>>>
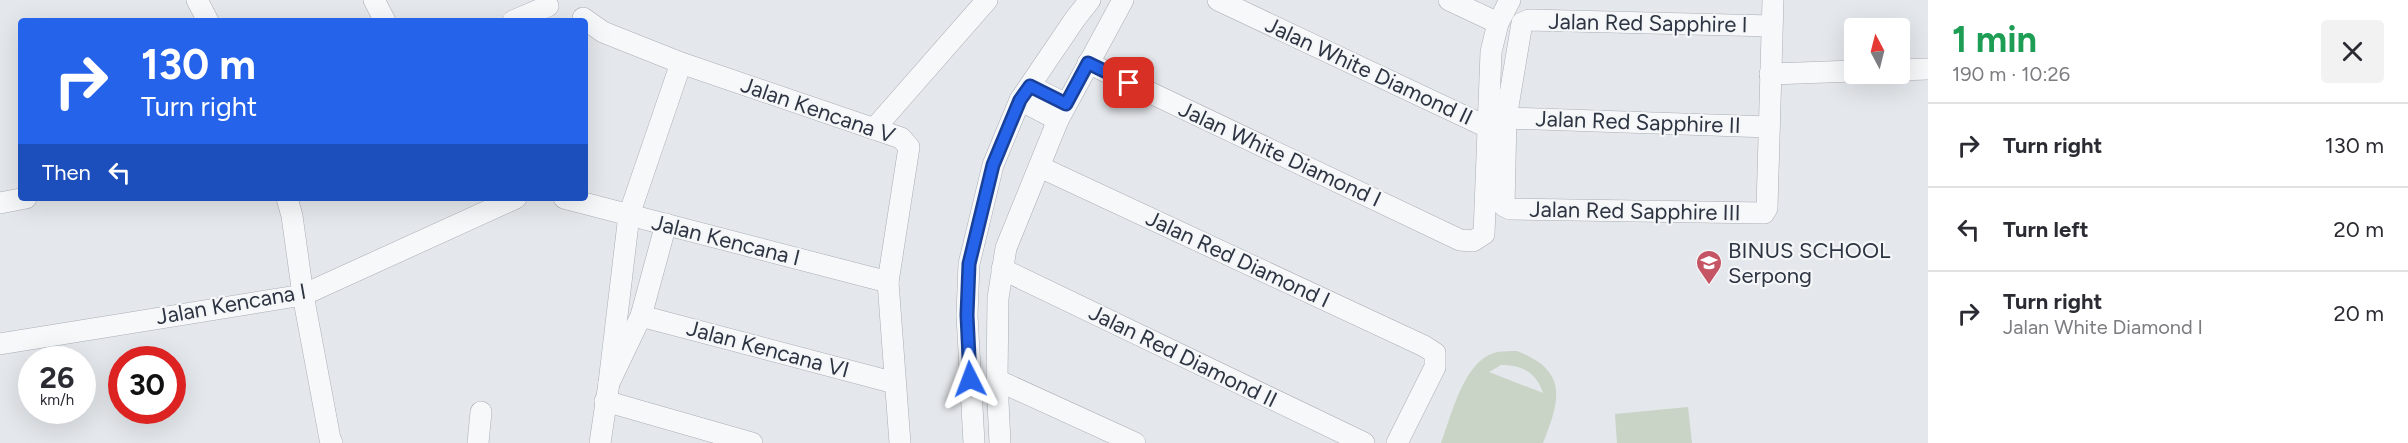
<!DOCTYPE html>
<html lang="en">
<head>
<meta charset="utf-8">
<style>
  body { margin:0; font-family:Figtree,sans-serif; background:#f2f2f3; color:#2b2b33; height:100vh; display:flex; flex-direction:column; font-size:22px; white-space:nowrap }
  * { box-sizing:border-box; margin:0 }
  p { font-size:20px; color:#7c7c81 }
  .icon { flex:none; width:33px; height:33px; fill:none; stroke:currentColor; stroke-width:2; stroke-linecap:round; stroke-linejoin:round }
  .map { position:relative; flex:1; overflow:hidden }
  .side { display:flex; flex-direction:column; background:#fff; width:480px }
  .side>* { flex:none }
  .top-card { position:absolute; left:18px; top:18px; width:570px; height:183px; border-radius:6px; box-shadow:0 6px 24px #0002; background:#2563eb; color:#fff; overflow:hidden }
  .needle { width:39px; rotate:353deg }
  .controls { position:absolute; left:1844px; top:18px; display:grid; gap:12px }
  .controls a { display:grid; place-items:center; width:66px; height:66px; border-radius:6px; background:#fff; box-shadow:0 6px 24px #0002; font-size:30px }
  .speed { position:absolute; left:18px; top:346px; display:flex; gap:12px; font-size:30px; font-weight:700; text-align:center }
  .speed>* { display:grid; place-content:center; width:78px; height:78px; border-radius:50%; background:#fff; box-shadow:0 6px 24px #0002; line-height:1 }
  .speed small { font-size:15px; font-weight:400 }
  .speed .limit { border:9px solid #d22; background:#fff; color:#111 }
  .pin { position:absolute; display:grid; place-items:center; width:51px; height:51px; color:#fff; margin:-26px; border-radius:12px; box-shadow:0 3px 9px #0006 }
  .me { position:absolute; width:66px; margin:-33px; rotate:357deg; stroke-linejoin:round; filter:drop-shadow(0 0 4px #0008) }
  .turn { display:flex; align-items:center; gap:21px; height:126px; padding:0 24px; font-size:27px }
  .turn .icon { width:78px; height:78px; stroke-width:2.5 }
  .turn b { display:block; font-size:42px; line-height:51px }
  .then { display:flex; align-items:center; height:57px; padding:0 24px; background:#0003; gap:12px; font-size:22px }
  .round { display:grid; place-items:center; flex:none; width:63px; height:63px; border-radius:6px; background:#f2f2f3 }
  .overview { display:flex; align-items:center; justify-content:space-between; height:102px; padding:0 24px }
  h1 { font-size:36px; font-weight:700; line-height:45px; color:#1e9e55 }
  ul { padding:0; list-style:none }
  li { display:flex; align-items:center; gap:18px; height:84px; padding:0 24px; border-top:2px solid #e1e1e2 }
  li div { flex:1 }
  li b { display:block; font-size:22px }
  li em { font-style:normal }
  main { display:flex; flex:1; min-height:0 }
  .map>svg:first-child { display:block }
  .garden { fill:#c9d4c6; fill-rule:evenodd }
  .lines { fill:none; stroke-linecap:round; stroke-linejoin:round }
  .minor-casing { stroke:#a9aeb5; stroke-width:22 }
  .minor { stroke:#f7f8f9; stroke-width:21 }
  .route-casing { stroke:#184099; stroke-width:15 }
  .route { stroke:#2563eb; stroke-width:10 }
  .labels { text-anchor:middle; dominant-baseline:central; stroke-width:4.5; stroke-linejoin:round; paint-order:stroke }
  .street-label { font-size:22px; fill:#2d3442; stroke:#f4f6f8 }
  .poi-label { font-size:22px; fill:#2d3442; stroke:#f4f6f8; text-anchor:start }
</style>
</head>
<body>
<main>
<div class="map">
<svg width="1928" height="443" viewBox="0 0 1928 443">
  <rect width="100%" height="100%" fill="#e4e7eb"/>
  <g class="garden">
    <path d="M1517,351C1569,371 1560,400 1543,443H1441C1452,415 1464,358 1498,352C1504,351 1511,351 1517,351ZM1501,365C1522,365 1536,372 1543,393L1489,372Z"/>
    <polygon points="1688,407 1692,443 1617,443 1615,414"/>
  </g>
  <g class="lines">
    <defs>
      <g id="minor">
        <polyline points="197,0 208,21"/>
        <polyline points="374,0 385,21"/>
        <polyline points="1218,0 1487,127"/>
        <polyline points="1449,0 1498,23"/>
        <polyline points="583,18 603,32 681,63 901,138 909,147 888,282 900,443"/>
        <polyline points="513,21 548,6"/>
        <polyline points="1772,26 1529,20 1522,23 1506,118 1504,206 1510,209 1764,213 1767,208 1773,0"/>
        <polyline points="1088,63 1460,240 1473,241 1484,234 1491,52 1498,23 1510,0"/>
        <polyline points="1899,70 1928,69"/>
        <polyline points="1770,74 1854,71"/>
        <polyline points="1030,86 1066,104"/>
        <polyline points="1020,100 1058,120"/>
        <polyline points="1506,118 1769,127"/>
        <polyline points="874,129 987,0"/>
        <polyline points="1040,167 1424,346 1435,353 1435,367 1397,443"/>
        <polyline points="287,198 292,216 303,295 330,439 332,443"/>
        <polyline points="564,198 888,282"/>
        <polyline points="0,203 26,198"/>
        <polyline points="1002,269 1364,443"/>
        <polyline points="641,316 895,383"/>
        <polyline points="0,344 303,295 516,198"/>
        <polyline points="997,380 1135,443"/>
        <polyline points="609,383 629,215 681,63"/>
        <polyline points="605,401 752,443"/>
        <polyline points="478,443 481,412"/>
        <polyline points="600,443 609,383 641,316 666,224"/>
        <polyline points="974,443 967,315 969,264 993,165 1020,100 1075,19 1090,0"/>
        <polyline points="1000,443 997,380 998,298 1006,248 1058,120 1123,0"/>
      </g>
    </defs>
    <use href="#minor" class="minor-casing"/>
    <use href="#minor" class="minor"/>
  </g>
  <g class="lines">
    <defs>
      <polyline id="route" points="970,379 967,315 969,264 993,165 1020,100 1030,86 1066,104 1088,63 1129,83"/>
    </defs>
    <use href="#route" class="route-casing"/>
    <use href="#route" class="route"/>
  </g>
  <defs>
    <symbol id="school-pin" viewBox="-11 -11 22 30"><path d="M0 17L-7.5 6A9.5 9.5 0 1 1 7.5 6Z" fill="#c55464" stroke="#f4f6f8"/><path d="M0-5L7-2L0 1L-7-2ZM-4 1L0 2.5L4 1V4Q0 6-4 4Z" fill="#fff"/></symbol>
  </defs>
  <g fill-rule="evenodd">
    <use href="#school-pin" x="1694" y="248" width="30" height="40"/>
  </g>
  <g class="labels">
    <g class="street-label">
      <text transform="translate(1648 23) rotate(1)">Jalan Red Sapphire I</text>
      <text transform="translate(1369 71) rotate(25)">Jalan White Diamond II</text>
      <text transform="translate(818 110) rotate(19)">Jalan Kencana V</text>
      <text transform="translate(1638 122) rotate(2)">Jalan Red Sapphire II</text>
      <text transform="translate(1280 154) rotate(25)">Jalan White Diamond I</text>
      <text transform="translate(1635 211) rotate(1)">Jalan Red Sapphire III</text>
      <text transform="translate(726 240) rotate(14)">Jalan Kencana I</text>
      <text transform="translate(1238 259) rotate(25)">Jalan Red Diamond I</text>
      <text transform="translate(231 304) rotate(-10)">Jalan Kencana I</text>
      <text transform="translate(768 349) rotate(15)">Jalan Kencana VI</text>
      <text transform="translate(1183 356) rotate(26)">Jalan Red Diamond II</text>
    </g>
    <g class="poi-label">
      <text x="1728" y="250">BINUS SCHOOL<tspan x="1728" dy="25">Serpong</tspan></text>
    </g>
  </g>
</svg>
<div class="controls">
<a><svg class="needle" viewBox="-14 -14 28 28"><path d="M0-13l5 13h-10z" fill="#e53935"/><path d="M0 13l5-13h-10z" fill="#7c7c81"/></svg></a>
</div>
<div class="speed"><div>26<small>km/h</small></div><div class="limit">30</div></div>
<div class="pin" style="left:1129px;top:83px;background:#d93025"><svg class="icon" aria-label="arrive" viewBox="0 0 24 24"><path d="M6 21V4h12l-3 4 3 4H6"/></svg></div>
<svg class="me" style="left:970px;top:379px" viewBox="-20 -20 40 40"><path d="M0-17L14 15 0 8-14 15z" fill="#2563eb" stroke="#fff" stroke-width="4"/></svg>
<div class="top-card">
<div class="turn"><svg class="icon" aria-label="right" viewBox="0 0 24 24"><path d="M7 20v-9h11M14 6l5 5-5 5"/></svg><div><b>130 m</b>Turn right</div></div>
<div class="then">Then<svg class="icon" aria-label="left" viewBox="0 0 24 24"><path d="M17 20v-9H6M10 6l-5 5 5 5"/></svg></div>
</div>
</div>
<section class="side">
<div class="overview"><div><h1>1 min</h1><p>190 m · 10:26</p></div><a class="round"><svg class="icon" aria-label="close" viewBox="0 0 24 24"><path d="M6 6l12 12M18 6L6 18"/></svg></a></div>
<ul>
<li><svg class="icon" aria-label="right" viewBox="0 0 24 24"><path d="M7 20v-9h11M14 6l5 5-5 5"/></svg><div><b>Turn right</b></div><em>130 m</em></li>
<li><svg class="icon" aria-label="left" viewBox="0 0 24 24"><path d="M17 20v-9H6M10 6l-5 5 5 5"/></svg><div><b>Turn left</b></div><em>20 m</em></li>
<li><svg class="icon" aria-label="right" viewBox="0 0 24 24"><path d="M7 20v-9h11M14 6l5 5-5 5"/></svg><div><b>Turn right</b><p>Jalan White Diamond I</p></div><em>20 m</em></li>
</ul>
</section>
</main>
</body>
</html>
<<<
Of the entries above, transcribe exactly those lines that fall between the line containing "display:grid; place-content:center; width:78px;" and the line containing "border:9px solid #d22;", together with those two lines.

  .speed>* { display:grid; place-content:center; width:78px; height:78px; border-radius:50%; background:#fff; box-shadow:0 6px 24px #0002; line-height:1 }
  .speed small { font-size:15px; font-weight:400 }
  .speed .limit { border:9px solid #d22; background:#fff; color:#111 }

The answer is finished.